From the records that follow, copy every line in which "water" appears.

(INPUT begins)

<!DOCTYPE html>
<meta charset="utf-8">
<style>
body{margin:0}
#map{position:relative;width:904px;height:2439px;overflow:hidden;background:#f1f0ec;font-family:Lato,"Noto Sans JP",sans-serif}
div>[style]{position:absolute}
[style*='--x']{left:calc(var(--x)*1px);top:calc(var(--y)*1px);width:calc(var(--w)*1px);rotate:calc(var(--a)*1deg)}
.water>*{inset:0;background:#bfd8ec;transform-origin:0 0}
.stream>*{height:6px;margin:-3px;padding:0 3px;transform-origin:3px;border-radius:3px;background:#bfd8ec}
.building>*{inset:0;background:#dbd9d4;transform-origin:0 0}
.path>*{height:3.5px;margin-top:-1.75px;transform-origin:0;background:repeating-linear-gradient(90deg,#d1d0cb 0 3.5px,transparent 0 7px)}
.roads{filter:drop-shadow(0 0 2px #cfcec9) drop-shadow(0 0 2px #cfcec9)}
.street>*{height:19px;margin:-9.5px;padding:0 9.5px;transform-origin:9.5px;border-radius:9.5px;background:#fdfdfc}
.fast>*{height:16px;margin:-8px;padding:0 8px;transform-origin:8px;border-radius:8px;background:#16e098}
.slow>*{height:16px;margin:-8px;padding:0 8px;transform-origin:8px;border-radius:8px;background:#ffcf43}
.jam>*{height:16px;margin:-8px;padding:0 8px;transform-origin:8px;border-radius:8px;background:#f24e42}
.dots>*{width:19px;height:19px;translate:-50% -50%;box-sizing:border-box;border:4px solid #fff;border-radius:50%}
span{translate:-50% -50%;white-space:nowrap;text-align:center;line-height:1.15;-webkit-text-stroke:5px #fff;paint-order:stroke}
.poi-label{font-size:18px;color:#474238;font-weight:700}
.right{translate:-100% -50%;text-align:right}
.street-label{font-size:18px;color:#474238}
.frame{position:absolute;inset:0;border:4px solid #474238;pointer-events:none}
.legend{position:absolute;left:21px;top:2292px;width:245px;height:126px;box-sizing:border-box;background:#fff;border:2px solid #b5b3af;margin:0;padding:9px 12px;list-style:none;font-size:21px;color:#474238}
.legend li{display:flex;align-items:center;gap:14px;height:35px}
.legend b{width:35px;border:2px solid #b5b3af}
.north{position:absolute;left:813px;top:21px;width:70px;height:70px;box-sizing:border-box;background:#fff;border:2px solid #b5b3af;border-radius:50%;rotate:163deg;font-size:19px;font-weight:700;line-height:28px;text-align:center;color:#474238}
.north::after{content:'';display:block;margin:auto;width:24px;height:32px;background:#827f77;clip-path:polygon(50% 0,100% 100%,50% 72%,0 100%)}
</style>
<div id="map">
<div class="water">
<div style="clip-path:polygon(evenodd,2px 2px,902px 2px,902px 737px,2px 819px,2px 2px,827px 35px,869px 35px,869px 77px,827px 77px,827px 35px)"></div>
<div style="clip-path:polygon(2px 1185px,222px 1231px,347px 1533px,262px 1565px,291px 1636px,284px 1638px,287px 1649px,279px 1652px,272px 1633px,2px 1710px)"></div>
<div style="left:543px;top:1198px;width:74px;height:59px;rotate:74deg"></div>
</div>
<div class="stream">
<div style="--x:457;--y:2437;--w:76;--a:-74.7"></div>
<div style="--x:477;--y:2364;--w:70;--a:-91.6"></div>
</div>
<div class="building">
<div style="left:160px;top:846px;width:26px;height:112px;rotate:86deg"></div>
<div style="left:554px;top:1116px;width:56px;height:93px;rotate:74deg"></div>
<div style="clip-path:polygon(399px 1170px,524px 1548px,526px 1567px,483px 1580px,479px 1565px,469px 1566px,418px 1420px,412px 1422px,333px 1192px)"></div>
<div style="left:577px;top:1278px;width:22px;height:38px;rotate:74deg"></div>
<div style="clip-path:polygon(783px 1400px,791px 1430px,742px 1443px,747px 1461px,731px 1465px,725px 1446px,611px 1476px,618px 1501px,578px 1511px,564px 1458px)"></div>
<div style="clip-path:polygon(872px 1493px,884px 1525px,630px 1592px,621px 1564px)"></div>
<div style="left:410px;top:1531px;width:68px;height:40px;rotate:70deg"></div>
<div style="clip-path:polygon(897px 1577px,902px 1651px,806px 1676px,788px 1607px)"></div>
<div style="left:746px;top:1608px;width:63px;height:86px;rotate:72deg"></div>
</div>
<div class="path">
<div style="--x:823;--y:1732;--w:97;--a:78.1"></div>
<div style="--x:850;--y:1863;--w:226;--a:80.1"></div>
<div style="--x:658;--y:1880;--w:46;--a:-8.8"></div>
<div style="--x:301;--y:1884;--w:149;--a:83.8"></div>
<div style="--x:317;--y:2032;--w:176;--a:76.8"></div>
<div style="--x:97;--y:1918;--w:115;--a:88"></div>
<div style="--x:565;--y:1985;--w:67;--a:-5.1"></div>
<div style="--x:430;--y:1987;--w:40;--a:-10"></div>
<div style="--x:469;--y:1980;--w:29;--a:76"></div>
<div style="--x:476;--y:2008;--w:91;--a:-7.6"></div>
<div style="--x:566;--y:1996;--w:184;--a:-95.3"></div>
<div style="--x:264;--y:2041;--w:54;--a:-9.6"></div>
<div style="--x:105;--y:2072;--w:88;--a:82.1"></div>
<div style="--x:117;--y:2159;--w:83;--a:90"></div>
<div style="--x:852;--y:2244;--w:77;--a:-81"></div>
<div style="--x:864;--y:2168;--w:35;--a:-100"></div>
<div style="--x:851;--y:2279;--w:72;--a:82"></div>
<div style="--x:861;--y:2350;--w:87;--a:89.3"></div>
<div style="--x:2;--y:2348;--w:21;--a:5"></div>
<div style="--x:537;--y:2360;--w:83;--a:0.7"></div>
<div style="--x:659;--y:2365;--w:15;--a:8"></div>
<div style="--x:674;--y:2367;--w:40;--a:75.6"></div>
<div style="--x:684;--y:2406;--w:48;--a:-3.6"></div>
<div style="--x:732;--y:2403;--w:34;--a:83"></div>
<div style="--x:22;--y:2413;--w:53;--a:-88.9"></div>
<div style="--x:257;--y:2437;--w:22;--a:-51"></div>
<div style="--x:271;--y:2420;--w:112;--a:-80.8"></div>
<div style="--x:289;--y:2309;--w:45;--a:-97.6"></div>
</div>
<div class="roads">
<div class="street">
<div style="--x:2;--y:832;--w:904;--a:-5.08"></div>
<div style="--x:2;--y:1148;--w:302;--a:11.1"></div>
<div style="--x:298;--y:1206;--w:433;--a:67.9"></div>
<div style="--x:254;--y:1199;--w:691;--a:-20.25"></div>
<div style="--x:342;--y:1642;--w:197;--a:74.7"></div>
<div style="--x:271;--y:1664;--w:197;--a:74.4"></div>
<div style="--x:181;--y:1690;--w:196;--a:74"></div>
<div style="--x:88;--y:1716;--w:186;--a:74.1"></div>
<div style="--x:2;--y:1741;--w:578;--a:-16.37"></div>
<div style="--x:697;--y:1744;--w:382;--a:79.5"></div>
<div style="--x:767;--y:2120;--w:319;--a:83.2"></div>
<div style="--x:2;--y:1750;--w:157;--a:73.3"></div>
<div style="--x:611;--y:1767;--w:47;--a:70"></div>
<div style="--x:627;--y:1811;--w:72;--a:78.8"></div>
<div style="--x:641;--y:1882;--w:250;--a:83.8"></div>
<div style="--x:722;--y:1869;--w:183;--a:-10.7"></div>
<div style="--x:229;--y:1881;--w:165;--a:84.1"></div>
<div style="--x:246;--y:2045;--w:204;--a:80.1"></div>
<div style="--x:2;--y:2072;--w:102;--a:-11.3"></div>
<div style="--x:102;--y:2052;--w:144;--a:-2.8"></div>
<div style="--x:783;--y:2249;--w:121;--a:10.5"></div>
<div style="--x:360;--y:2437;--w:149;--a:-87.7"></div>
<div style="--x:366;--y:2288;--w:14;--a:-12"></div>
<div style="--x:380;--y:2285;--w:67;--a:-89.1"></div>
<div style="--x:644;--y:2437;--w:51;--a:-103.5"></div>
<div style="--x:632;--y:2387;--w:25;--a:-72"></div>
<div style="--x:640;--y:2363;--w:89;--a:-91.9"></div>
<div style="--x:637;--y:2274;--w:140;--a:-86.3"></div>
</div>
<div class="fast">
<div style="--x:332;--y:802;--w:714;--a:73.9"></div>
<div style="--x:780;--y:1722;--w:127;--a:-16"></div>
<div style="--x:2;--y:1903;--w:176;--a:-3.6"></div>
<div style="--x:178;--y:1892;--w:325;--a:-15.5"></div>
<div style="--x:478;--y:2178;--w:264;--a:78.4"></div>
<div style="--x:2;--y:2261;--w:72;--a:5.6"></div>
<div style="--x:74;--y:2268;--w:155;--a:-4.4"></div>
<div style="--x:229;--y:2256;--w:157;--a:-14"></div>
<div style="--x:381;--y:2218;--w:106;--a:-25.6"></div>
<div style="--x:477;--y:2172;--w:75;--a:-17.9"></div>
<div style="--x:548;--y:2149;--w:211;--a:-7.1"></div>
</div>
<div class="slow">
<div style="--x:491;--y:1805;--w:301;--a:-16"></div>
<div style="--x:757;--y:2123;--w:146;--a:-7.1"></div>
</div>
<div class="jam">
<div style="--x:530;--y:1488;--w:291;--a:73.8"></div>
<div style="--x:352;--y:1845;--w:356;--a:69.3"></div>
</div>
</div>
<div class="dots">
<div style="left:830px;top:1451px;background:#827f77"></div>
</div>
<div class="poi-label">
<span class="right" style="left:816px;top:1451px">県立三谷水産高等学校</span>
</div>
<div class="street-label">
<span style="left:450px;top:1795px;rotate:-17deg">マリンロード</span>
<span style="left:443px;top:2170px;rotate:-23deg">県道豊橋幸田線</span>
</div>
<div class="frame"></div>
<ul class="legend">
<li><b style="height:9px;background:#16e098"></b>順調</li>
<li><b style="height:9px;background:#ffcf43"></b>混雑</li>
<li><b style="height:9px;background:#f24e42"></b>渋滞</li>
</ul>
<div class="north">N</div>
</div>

(INPUT ends)

SOLUTION FOR THIS TASK:
.water>*{inset:0;background:#bfd8ec;transform-origin:0 0}
<div class="water">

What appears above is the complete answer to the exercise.